BEGIN EXERCISE INPUTS

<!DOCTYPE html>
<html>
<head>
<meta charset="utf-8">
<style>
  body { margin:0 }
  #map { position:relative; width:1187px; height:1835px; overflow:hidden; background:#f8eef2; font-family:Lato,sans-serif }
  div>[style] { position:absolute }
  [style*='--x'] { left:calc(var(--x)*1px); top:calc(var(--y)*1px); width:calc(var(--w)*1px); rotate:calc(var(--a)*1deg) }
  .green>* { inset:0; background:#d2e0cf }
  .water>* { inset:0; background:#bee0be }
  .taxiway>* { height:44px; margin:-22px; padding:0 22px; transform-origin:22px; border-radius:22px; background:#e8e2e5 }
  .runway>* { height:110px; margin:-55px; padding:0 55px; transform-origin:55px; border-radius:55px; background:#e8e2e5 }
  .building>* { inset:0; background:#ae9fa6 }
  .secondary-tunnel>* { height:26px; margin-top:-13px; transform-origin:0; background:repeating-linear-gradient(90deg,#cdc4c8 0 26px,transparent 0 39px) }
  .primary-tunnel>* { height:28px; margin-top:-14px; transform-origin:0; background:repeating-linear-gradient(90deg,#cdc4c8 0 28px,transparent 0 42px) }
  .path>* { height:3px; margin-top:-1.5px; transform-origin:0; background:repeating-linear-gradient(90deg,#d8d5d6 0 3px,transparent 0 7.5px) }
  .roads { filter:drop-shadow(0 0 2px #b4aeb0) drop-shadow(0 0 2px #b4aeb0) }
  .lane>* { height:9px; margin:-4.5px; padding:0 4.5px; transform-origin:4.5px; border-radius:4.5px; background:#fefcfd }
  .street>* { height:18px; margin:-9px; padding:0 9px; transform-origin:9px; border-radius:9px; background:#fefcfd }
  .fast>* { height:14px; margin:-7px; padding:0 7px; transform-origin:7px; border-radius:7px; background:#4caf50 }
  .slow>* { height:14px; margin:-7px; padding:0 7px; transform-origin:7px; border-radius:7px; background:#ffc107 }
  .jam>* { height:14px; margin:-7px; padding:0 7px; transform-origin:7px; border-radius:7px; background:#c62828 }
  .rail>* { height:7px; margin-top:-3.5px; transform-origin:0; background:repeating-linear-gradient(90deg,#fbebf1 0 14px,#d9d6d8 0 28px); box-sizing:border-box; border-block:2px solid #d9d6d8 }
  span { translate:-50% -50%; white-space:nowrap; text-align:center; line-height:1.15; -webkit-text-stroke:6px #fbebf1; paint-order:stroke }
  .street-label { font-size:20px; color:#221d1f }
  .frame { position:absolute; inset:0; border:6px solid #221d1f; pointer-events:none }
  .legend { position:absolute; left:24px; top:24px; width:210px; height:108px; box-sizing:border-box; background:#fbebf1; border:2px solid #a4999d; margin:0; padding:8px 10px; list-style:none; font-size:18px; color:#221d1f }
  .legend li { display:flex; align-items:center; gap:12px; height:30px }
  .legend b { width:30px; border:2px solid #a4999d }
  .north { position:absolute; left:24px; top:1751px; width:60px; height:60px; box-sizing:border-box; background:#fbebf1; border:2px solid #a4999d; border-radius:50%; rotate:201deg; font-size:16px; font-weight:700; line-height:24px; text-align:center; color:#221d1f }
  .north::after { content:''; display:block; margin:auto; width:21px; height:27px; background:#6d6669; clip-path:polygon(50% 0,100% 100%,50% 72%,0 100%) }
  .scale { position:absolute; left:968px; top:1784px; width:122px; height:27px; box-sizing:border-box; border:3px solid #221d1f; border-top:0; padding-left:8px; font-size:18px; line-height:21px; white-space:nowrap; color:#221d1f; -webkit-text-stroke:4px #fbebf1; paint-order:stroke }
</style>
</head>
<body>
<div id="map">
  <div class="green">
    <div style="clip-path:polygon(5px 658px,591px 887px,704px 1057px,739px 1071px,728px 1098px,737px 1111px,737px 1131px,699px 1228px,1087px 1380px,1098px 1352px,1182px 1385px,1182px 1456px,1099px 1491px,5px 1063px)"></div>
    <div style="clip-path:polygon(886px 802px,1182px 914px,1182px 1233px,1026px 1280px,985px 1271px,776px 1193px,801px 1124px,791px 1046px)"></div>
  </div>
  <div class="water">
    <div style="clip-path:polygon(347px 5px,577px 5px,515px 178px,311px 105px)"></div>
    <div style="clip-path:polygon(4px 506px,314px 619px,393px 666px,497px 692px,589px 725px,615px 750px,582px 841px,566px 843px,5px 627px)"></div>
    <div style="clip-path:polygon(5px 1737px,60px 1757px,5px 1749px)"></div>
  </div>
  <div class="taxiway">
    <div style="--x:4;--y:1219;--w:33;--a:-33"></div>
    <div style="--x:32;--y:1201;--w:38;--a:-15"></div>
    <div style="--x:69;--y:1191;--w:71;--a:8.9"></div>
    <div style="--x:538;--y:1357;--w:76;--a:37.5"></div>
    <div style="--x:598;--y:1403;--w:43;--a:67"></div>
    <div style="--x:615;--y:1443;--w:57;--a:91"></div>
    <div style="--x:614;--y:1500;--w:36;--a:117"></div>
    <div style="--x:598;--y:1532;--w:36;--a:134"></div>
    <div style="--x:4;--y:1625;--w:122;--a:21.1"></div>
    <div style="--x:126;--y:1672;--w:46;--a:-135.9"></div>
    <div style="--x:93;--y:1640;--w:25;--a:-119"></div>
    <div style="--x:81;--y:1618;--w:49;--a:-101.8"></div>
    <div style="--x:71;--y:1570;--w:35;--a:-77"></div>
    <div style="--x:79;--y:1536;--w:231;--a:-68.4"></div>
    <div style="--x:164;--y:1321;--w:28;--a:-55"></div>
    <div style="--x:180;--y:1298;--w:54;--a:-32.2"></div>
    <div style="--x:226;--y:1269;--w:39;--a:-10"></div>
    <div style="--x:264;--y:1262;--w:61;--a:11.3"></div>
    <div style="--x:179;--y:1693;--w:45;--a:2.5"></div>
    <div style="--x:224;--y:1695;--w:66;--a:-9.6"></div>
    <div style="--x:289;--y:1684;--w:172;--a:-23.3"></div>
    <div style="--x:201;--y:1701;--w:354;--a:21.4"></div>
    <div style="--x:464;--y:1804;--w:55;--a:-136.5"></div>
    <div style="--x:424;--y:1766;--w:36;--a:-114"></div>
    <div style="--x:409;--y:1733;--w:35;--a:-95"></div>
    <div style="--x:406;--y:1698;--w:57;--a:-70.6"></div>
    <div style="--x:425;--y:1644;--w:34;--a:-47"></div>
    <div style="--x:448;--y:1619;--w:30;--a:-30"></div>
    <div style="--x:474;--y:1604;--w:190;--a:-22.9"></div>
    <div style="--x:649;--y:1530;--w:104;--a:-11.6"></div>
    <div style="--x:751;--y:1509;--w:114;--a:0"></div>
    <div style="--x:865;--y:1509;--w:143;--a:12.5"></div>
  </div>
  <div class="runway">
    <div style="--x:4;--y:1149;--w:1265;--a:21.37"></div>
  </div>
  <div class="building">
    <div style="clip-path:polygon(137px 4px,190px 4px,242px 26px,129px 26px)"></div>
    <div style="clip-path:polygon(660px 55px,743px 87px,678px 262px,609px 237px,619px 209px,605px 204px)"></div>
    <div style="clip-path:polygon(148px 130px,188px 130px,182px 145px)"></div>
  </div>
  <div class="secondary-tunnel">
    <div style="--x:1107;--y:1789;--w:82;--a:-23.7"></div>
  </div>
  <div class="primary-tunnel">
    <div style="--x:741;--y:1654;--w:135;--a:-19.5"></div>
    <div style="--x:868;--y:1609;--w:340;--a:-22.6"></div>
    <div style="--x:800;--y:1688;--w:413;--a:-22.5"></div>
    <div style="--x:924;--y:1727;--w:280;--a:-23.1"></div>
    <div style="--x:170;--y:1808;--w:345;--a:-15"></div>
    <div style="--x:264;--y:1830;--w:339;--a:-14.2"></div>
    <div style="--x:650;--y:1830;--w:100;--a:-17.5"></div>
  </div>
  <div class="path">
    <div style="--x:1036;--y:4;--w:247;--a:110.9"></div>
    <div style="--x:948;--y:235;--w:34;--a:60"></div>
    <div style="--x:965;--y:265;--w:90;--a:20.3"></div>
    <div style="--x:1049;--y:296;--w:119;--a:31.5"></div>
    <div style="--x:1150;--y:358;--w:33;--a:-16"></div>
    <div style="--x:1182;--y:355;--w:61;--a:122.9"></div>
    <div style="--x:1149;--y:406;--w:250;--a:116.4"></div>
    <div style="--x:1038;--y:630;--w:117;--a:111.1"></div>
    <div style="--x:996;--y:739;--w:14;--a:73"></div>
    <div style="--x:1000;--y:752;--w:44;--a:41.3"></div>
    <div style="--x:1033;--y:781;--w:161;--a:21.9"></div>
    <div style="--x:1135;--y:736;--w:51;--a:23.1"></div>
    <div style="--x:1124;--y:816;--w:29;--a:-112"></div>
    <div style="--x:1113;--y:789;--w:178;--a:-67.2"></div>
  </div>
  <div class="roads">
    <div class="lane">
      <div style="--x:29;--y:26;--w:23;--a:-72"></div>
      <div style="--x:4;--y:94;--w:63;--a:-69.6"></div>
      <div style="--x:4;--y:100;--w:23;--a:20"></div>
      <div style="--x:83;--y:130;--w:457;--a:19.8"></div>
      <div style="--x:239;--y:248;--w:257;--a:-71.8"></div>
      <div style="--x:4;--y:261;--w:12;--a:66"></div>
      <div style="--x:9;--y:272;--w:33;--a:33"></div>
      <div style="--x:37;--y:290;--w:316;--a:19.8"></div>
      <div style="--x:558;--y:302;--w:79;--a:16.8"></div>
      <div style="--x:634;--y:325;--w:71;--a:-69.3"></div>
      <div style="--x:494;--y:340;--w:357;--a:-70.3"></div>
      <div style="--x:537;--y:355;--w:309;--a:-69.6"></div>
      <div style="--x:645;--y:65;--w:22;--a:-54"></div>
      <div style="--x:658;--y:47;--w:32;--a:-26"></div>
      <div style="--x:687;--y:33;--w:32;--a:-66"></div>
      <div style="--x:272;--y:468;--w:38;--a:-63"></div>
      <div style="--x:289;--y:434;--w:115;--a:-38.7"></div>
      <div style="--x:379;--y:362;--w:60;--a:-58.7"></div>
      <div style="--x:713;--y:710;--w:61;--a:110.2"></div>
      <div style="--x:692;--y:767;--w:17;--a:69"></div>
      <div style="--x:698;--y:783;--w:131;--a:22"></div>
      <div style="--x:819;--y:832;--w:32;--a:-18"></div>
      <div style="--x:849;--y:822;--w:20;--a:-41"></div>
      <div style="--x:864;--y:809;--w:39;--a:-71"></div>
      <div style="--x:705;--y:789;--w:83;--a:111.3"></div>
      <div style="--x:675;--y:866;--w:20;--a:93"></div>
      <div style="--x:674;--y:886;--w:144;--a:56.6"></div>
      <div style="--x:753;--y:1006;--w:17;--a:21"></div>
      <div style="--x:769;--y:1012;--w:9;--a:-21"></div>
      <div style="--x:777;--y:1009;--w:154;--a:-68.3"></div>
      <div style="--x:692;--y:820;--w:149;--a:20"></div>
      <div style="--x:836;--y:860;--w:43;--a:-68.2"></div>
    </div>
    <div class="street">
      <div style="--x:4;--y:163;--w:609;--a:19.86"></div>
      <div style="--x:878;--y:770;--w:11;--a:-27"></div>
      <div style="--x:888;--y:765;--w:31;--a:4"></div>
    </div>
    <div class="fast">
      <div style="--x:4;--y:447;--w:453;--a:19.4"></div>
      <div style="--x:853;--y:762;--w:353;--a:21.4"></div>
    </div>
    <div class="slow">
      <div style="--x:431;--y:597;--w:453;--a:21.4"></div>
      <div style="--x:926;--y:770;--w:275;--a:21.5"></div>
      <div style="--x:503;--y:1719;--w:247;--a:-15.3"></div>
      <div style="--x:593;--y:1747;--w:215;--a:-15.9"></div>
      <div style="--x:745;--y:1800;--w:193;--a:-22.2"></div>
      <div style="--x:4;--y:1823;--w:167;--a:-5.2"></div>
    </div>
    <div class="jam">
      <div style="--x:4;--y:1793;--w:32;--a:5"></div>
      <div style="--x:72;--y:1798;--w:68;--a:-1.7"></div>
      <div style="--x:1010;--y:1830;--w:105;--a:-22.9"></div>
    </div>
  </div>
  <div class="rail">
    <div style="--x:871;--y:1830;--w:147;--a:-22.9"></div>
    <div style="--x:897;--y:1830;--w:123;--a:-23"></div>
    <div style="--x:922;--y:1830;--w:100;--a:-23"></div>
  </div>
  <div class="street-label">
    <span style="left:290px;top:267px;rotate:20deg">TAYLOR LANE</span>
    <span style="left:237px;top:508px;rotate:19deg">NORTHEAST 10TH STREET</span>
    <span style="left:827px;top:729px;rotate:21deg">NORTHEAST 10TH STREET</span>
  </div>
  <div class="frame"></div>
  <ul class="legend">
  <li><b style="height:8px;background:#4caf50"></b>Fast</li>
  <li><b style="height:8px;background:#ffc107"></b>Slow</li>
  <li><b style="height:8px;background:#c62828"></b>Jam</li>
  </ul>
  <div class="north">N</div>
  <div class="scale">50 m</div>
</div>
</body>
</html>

END EXERCISE INPUTS

• [THE TASK] Could you repeat exactly the lines in the listing above from the one with "height:44px; margin:-22px; padding:0" down to the one with "filter:drop-shadow(0 0 2px"? Include both of those lines.

• [EXERCISE RESPONSE]
  .taxiway>* { height:44px; margin:-22px; padding:0 22px; transform-origin:22px; border-radius:22px; background:#e8e2e5 }
  .runway>* { height:110px; margin:-55px; padding:0 55px; transform-origin:55px; border-radius:55px; background:#e8e2e5 }
  .building>* { inset:0; background:#ae9fa6 }
  .secondary-tunnel>* { height:26px; margin-top:-13px; transform-origin:0; background:repeating-linear-gradient(90deg,#cdc4c8 0 26px,transparent 0 39px) }
  .primary-tunnel>* { height:28px; margin-top:-14px; transform-origin:0; background:repeating-linear-gradient(90deg,#cdc4c8 0 28px,transparent 0 42px) }
  .path>* { height:3px; margin-top:-1.5px; transform-origin:0; background:repeating-linear-gradient(90deg,#d8d5d6 0 3px,transparent 0 7.5px) }
  .roads { filter:drop-shadow(0 0 2px #b4aeb0) drop-shadow(0 0 2px #b4aeb0) }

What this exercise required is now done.